Was wir um uns herum sehen, ist eine Gesellschaft, die mitten im Futurus Interruptus steckt und der sowohl die Orgasmus-Erlösung der Tomorrowland-Zukunft als auch das noch saftigere Äquivalent ihres apokalyptischen Zwillings verweigert wird und die zunehmend frustriert auf eine Erfüllung wartet, die endlos versprochen wird, aber nie eintritt. Das ist die Zeitbombe, die im Herzen des Systems tickt. Chowdhury, Solnit und ihre vielen Kollegen in den heutigen Medien haben zu Recht Angst vor der zunehmend verbreiteten Weigerung, noch mehr auf den gleichen Mist zu vertrauen, den ihre Kollegen seit der Machtergreifung der Manageraristokratie vor nicht ganz einem Jahrhundert hervorgeschaufelt haben. Sobald die zentrale Erzählung zusammenbricht, ist das Ende der bestehenden Gesellschaftsordnung schließlich eine ausgemachte Sache.

Dieses Ziel muss nicht mit großem Blutvergießen verbunden sein. Unabhängigkeitskriege sind meist hart umkämpft, doch innere Revolutionen beinhalten oft nur symbolische Gewalt.
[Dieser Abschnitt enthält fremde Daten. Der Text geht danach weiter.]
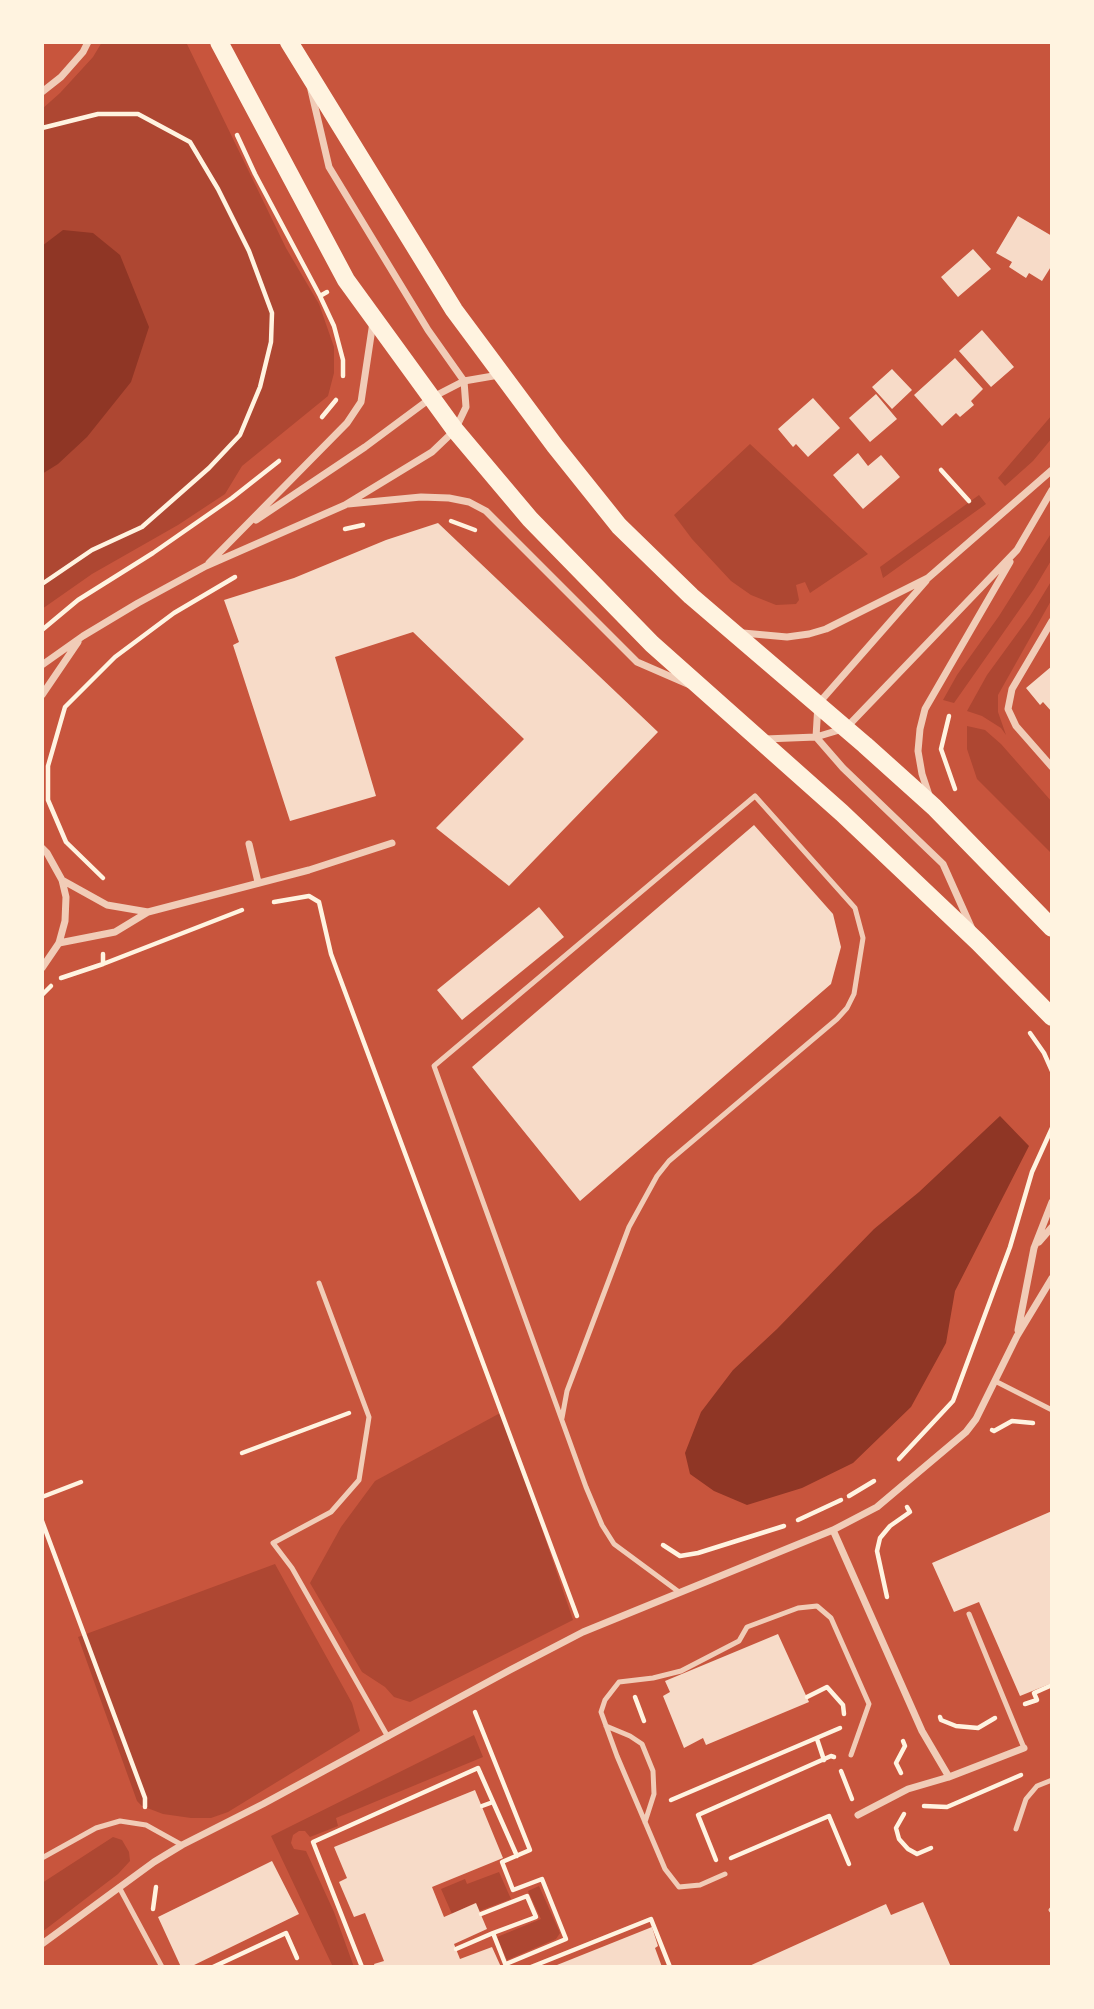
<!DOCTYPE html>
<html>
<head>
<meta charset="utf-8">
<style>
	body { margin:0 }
	#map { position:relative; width:1094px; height:2009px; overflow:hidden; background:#c8553d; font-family:Barlow,sans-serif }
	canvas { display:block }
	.frame { position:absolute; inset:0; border:44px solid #fff3e0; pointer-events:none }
</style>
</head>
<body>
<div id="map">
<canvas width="1094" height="2009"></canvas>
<div class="frame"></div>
</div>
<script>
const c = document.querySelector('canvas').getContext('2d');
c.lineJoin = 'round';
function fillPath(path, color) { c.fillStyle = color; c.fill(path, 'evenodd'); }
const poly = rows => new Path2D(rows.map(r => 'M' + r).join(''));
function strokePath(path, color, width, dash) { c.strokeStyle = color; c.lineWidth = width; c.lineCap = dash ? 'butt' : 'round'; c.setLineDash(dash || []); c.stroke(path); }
fillPath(poly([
	[102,42,186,42,286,248,319,304,334,347,334,373,328,396,242,466,225,494,178,525,92,574,42,609,42,109,60,93,93,57],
	[1052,415,1052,438,1033,461,1005,486,998,478],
	[750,444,868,554,810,593,805,582,796,585,799,600,796,604,776,605,751,595,731,581,692,539,674,515],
	[979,495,986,504,883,578,880,567],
	[1052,532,1052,559,1034,589,954,703,943,700,957,675,999,616],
	[1052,580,1052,599,998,695,998,712,1006,735,1001,728,982,716,967,711,987,675,1030,616],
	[967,726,985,730,1001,744,1052,802,1052,854,977,779,967,749],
	[502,1412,573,1620,410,1702,394,1697,385,1687,362,1672,310,1583,341,1527,375,1481],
	[275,1564,352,1703,360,1731,228,1812,211,1818,191,1818,163,1814,142,1806,137,1801,78,1637],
	[474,1735,483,1757,336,1818,338,1826,310,1837,305,1831,299,1831,293,1835,291,1843,294,1849,306,1851,334,1912,354,1967,333,1967,271,1836],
	[113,1837,122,1840,129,1852,130,1861,118,1874,42,1932,42,1883],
	[499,1872,511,1899,479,1911,475,1903,452,1914,441,1889,465,1879,467,1884],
	[539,1886,560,1933,556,1939,507,1960,497,1937,541,1919,528,1891]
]), '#ae4732');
fillPath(poly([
	[63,230,93,233,120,255,149,327,131,382,87,437,58,464,42,474,42,246],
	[1000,1116,1029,1146,955,1291,946,1343,911,1407,853,1463,802,1488,747,1505,714,1491,690,1474,685,1453,701,1412,733,1370,777,1329,874,1229,919,1192]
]), '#8f3625');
fillPath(poly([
	[1018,216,1052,236,1052,265,1042,281,1029,273,1026,278,1009,267,1012,262,996,253],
	[973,249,991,269,958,297,941,277],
	[982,330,1014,367,991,387,959,351],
	[955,358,983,389,971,401,974,405,960,417,956,413,942,426,914,395],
	[892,369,912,390,892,409,872,387],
	[876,394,897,419,870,442,849,418],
	[813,398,840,428,808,457,796,444,793,447,778,429],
	[858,453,868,466,881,455,900,477,863,509,833,475],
	[438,523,658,732,509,886,436,828,524,739,413,632,335,657,376,796,290,821,233,645,239,642,224,600,294,578,386,540],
	[1052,666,1052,712,1043,702,1040,705,1026,688],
	[754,825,833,914,841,947,831,984,580,1201,472,1067],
	[539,907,564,937,462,1020,437,990],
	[1052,1511,1052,1683,1020,1696,979,1602,954,1612,932,1563],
	[778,1634,809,1702,706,1745,703,1738,684,1748,663,1696,670,1692,665,1681],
	[475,1790,503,1858,432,1887,444,1917,476,1903,487,1929,454,1944,460,1959,492,1947,501,1967,375,1967,374,1964,384,1961,365,1913,354,1917,339,1882,347,1878,334,1847],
	[272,1861,299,1914,190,1967,181,1967,158,1917],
	[923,1902,951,1967,747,1967,886,1904,891,1915],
	[652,1927,658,1946,655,1948,662,1967,552,1967]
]), '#f7dbc8');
strokePath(poly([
	[42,128,98,114,138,114,190,142,218,189,249,251,272,313,271,342,260,387,240,435,209,468,142,527,92,550,42,584],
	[237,135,255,174,320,296],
	[327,292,320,296,334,326,343,360,343,376],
	[322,417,336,400],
	[941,470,969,501],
	[451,521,475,530],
	[345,529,363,525],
	[42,630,78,600,153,553,232,498,279,461],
	[949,716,941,749,955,789],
	[103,878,66,842,48,800,48,766,65,707,115,657,174,613,235,577],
	[274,902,309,896,319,902,331,954,577,1616],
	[103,964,242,910],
	[61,978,103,964,103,954],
	[42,995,51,986],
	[1030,1033,1044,1053,1052,1071],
	[992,1430,994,1431,1012,1421,1033,1423],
	[242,1453,349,1413],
	[899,1459,953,1401,1010,1247,1032,1172,1052,1128],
	[849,1496,874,1481],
	[42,1497,81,1482],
	[798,1520,841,1500],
	[42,1521,145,1798,145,1807],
	[663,1545,680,1556,698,1553,784,1526],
	[887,1597,877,1551,880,1538,890,1526,910,1512,907,1507],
	[635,1697,644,1721],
	[807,1697,827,1687,843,1705,844,1714],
	[1025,1704,1037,1700,1034,1693,1052,1685],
	[475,1712,530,1850,502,1862,513,1890,542,1879,566,1939,506,1964],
	[940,1717,941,1720,956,1726,978,1728,995,1718],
	[817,1739,824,1760],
	[841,1771,852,1799],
	[901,1773,896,1763,905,1746,903,1741],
	[671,1800,840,1728],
	[482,1806,493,1802],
	[924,1806,947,1807,1021,1775],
	[904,1814,896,1828,899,1839,908,1849,917,1854,931,1848],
	[731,1858,829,1816,849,1864],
	[716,1860,698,1815,831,1756,834,1757],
	[153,1909,156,1887],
	[481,1914,527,1896,536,1917,493,1933,506,1966],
	[456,1949,493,1933],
	[213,1967,286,1933,297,1958],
	[362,1967,313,1842,478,1768,517,1856],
	[531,1967,651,1919,670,1967]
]), '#fff3e0', 4.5);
strokePath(poly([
	[319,1283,369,1417,359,1480,331,1512,273,1543,292,1568,388,1737],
	[995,1381,1052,1410],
	[562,1418,567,1391,629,1227,657,1176,669,1161,837,1019,847,1008,854,994,863,938,855,908,755,796,434,1066,586,1487,602,1525,614,1544,679,1592],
	[969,1614,1024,1748],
	[606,1726,630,1736,642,1744,653,1771,654,1794,645,1822],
	[1016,1829,1026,1799,1037,1786,1052,1780],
	[42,1858,96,1828,120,1821,146,1825,182,1845],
	[725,1874,700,1885,679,1887,665,1869,617,1756,601,1712,605,1700,619,1682,653,1678,681,1671,739,1641,747,1627,798,1608,817,1606,831,1618,869,1704,851,1755],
	[119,1887,162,1967],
	[1051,1910,1052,1911]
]), '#f1ccb7', 5);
strokePath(poly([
	[311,90,329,167,428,330,464,381],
	[42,92,61,77,83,52,88,42],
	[348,504,421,497,449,498,469,502,486,511,637,662,690,685],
	[256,520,365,447,431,398,464,381,499,375],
	[209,563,347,423,361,402,373,322],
	[1052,621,1012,689,1008,709,1016,726,1052,767],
	[743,633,787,637,809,634,826,629,928,578,1052,470],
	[42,665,83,636,138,603,206,566,345,505,432,452,455,430,466,407,464,381],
	[42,695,78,642],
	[816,737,843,768,943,864,972,929],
	[816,737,818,704,926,581],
	[765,739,816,737,846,728,1017,550,1052,490],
	[930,798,922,774,918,751,920,729,925,709,1010,562],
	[249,844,258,882],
	[42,848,47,853,62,880,66,897,65,921,59,943,42,968],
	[62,880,107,905,148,912],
	[59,943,115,932,148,912,309,870,392,843],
	[1039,1242,1052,1227],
	[1018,1330,1034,1248,1052,1202],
	[833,1530,922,1731,949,1777],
	[858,1815,908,1789,949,1777,1024,1748],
	[42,1944,154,1862,182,1845,263,1804,510,1670,583,1632,833,1530,877,1507,966,1432,976,1419,1017,1336,1052,1278]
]), '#f1ccb7', 7);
strokePath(poly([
	[219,42,346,280,455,430,530,519,652,644,842,813,978,942,1052,1017],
	[289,42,454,310,555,446,619,526,691,596,865,745,934,807,1052,928]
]), '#fff3e0', 18);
</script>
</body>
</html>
Was stattdessen passiert – in Frankreich im Jahr 1789, in Russland im Jahr 1991 und in vielen anderen Fällen – ist, dass ein System, das durch eine Reihe kaskadierender Misserfolge ausgehöhlt wurde, in eine Krise mehr gerät, als es ertragen kann, und unter der Last implodiert seiner eigenen Absurditäten. Wir sind solchen Szenen in Nordamerika und Westeuropa derzeit viel näher, als den meisten Menschen bewusst ist. Jedes Bauchlachen, das durch das Gelaber hervorgerufen wird, von dem Chowdhury und Solnit erwarten, dass wir es glauben, bringt uns noch näher.